Wahlkampf ist Knochenarbeit. Die meisten Parteien wollen diese scheinbar nicht mehr leisten. Oder können nicht – es gibt kaum mehr Leute, die an klassischer Parteien-Arbeit interessiert sind. Dies ist übrigens auch innerhalb der SP so: Ihr grosser Wahlkampfeinsatz wurde von relativ wenigen Leuten geleistet.
Zur tiefen Stimmbeteiligung: Man muss sie nicht reflexartig bejammern. Man kann dies auch als Kompliment sehen, als Vertrauenkundgebung ins bestehende System. Wer will, kann mitreden. Wer nicht will, muss nicht. Wahlen für alle, Gemeindeversammlung für alle: Es ist alles da, es funktioniert alles höchst basis-demokratisch – es braucht auch keine neuen Konstrukte.
Richard Cescatti meint
Wenig intersante Themen in Belp?
Mühlematt und die anderen maroden Gebäude, Umwelt – und Klimaschutz, dringend Reformen in der Politik und Verwaltung von Belp, Ordsplanung inklusive Verkehr sind nicht intersant?
Intersant diese Meinung.
Was ich nicht gehört habe im Wahlkampf, was der alte Gemeinderat erreicht hat, Antworten auf die Frage, warum sich nichts getan hat, wie sich die Kandidatinnen und Kandidaten persönlich dafür einsetzen wollen damit sich etwas ändert damit die Projekte endlich vom Fleck kommen.

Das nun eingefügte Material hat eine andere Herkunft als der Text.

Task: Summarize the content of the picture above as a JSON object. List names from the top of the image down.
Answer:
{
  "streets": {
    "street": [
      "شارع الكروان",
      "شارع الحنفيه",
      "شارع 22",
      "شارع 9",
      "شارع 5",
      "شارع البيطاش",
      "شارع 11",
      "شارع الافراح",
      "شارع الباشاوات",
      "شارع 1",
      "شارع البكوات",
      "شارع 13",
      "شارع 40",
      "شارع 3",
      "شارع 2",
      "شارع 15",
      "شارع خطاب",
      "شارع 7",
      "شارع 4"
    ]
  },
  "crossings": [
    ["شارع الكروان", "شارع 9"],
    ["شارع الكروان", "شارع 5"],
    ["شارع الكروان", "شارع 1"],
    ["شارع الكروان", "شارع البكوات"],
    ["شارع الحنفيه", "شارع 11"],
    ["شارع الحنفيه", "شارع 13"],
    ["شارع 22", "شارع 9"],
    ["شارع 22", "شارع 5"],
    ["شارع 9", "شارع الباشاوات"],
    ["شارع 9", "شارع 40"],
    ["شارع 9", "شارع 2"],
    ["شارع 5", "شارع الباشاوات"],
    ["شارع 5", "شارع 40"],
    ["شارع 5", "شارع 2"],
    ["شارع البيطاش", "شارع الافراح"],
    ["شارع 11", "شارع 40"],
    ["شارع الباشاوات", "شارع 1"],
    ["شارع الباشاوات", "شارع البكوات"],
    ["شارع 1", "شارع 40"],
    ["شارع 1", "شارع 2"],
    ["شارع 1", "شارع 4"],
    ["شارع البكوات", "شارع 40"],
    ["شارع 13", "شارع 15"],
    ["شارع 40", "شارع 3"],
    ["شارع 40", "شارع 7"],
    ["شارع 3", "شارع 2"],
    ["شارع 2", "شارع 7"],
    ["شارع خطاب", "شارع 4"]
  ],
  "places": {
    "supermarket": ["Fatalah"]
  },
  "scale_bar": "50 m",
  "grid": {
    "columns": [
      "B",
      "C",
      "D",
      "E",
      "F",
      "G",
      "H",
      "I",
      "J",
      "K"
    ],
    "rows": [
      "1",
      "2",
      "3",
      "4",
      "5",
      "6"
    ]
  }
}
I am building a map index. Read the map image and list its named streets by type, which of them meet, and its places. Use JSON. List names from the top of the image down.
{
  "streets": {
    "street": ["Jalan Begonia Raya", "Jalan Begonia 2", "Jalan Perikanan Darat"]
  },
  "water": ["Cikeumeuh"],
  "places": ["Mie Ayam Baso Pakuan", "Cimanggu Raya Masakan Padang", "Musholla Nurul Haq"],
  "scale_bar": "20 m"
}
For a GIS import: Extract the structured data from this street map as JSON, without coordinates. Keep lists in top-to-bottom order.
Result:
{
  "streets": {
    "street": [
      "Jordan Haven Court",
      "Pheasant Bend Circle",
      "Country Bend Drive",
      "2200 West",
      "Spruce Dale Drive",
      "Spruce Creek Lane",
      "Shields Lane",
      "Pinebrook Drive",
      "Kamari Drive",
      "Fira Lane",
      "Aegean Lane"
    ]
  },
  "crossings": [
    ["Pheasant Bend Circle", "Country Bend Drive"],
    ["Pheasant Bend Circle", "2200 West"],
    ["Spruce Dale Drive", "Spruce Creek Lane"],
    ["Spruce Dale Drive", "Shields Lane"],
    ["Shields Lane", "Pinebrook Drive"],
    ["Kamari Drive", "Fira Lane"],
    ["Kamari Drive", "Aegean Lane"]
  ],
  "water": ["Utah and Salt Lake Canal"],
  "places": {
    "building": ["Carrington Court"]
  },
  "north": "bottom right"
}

Der neue Gemeinderat muss nun beweisen ob es richtig war, dass sie mit einer Mehrheit einer beschämend Minderheit gewählt wurden.
Ach ja bei der Gelegenheit noch eine Frage an den Autor dieses Beitrag.
Seit wann ist eine niedrige Wahlbeteiligung ein Zeichen der Zufriedenheit des Volkes?
Ich bekomme eher ein Gefühl von Resignation kombiniert mit der Haltung von nach mir die Sintflut, macht was ihr wollt.
Ich bin überzeugt, dass sich diese Haltung schnell ändern würde wenn offen Kommuniziert würde um was es wirklich geht.
Da sind die Parteien und die Politikerinnen und Politiker gefordert.
Tom Mayer meint
Hallo Herr Cescatti, DANKE für ihr Mitdenken, Mitreden!
«Resignation»… ein interessanter Gedanke.
Ich sehe es weiterhin so: Für die grosse Mehrheit von Belp läufts aber gut genug (was nicht «perfekt» heisst) in Belp. Es ist natürlich eine Vermutung und nicht ein Umfrageresultat, man müsste sich breit herumfragen, ob jetzt «Belp ist OK» in den Köpfen ist oder «ich habe resigniert.».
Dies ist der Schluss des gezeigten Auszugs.